= Lucía Pulido =

Colombian singer (born 1962)

Lucía Pulido (born March 22, 1962, in Bogotá) is a Colombian singer who since 1986 has sung traditional music such as cumbia, bullerengue and joropos. In 1994, she moved to New York, where she has performed traditional music and has sung with jazz musicians. She performed in Vienna with the experimental electronics musicians Christian Fennesz and Burkhard Stangl. In 2017, she appeared in Mexico City with Sofía Rei and Verónica Valerio in the Latin-American3 voces, 3 mujeres, 3 vanguardias.

==Biography==
Born in Yopal in 1962, Lucía Pulido was the daughter of a guitar player who sang folk songs with his guitar every evening when he returned from work. In the 1980s,
she began her professional career singing and recording duos with Iván Benavides, comprising traditional compositions and Latin jazz. In 1994, she moved to New York where she recorded many of her own songs, including “Lucía” (1996) and “Cantos religiosos y paganos” (2000).

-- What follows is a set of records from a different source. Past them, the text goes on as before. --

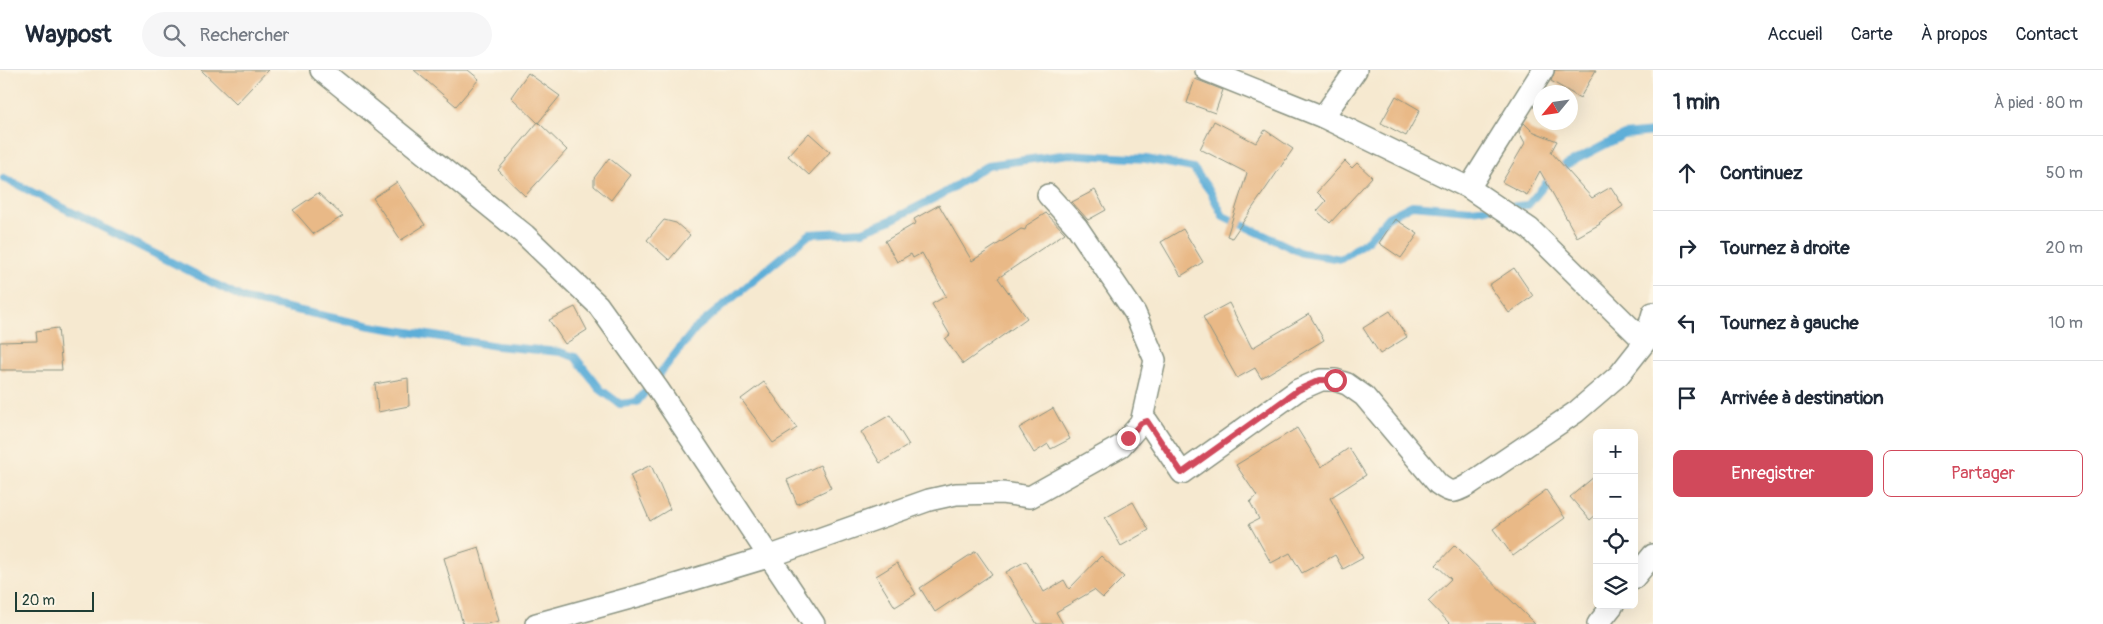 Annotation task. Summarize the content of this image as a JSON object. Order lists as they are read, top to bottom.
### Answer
{
  "scale_bar": "20 m",
  "north": "bottom left",
  "page": {
    "header": "Waypost",
    "search": "Rechercher",
    "nav": [
      "Accueil",
      "Carte",
      "À propos",
      "Contact"
    ],
    "heading": ["1 min", "À pied · 80 m"],
    "list": [
      ["Continuez", "50 m"],
      ["Tournez à droite", "20 m"],
      ["Tournez à gauche", "10 m"],
      "Arrivée à destination"
    ],
    "map_buttons": ["+", "−"],
    "buttons": ["Enregistrer", "Partager"],
    "scale": "20 m"
  }
}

In 2000, she received a grant from the Lower Manhattan Cultural Council Foundation and in 2007 and 2008 she was an artist in residence in Krems, Austria. By 2010, she was involved in various projects in New York and Latin America, including the Lucia Pulido Ensemble and experimental music based on traditional songs together with the Argentine guitarist Fernando Tarrés. In 2017, she appeared in Mexico City with Sofía Rei and Verónica Valerio in the Latin-American 3 voces, 3 mujeres, 3 vanguardias. Over the years, she has performed in Canada, the United States, Europe and South America. In 2006, the New York Times commented, "Ms Pulido holds on to the rawness of the original melodies while giving them a sophisticated new context".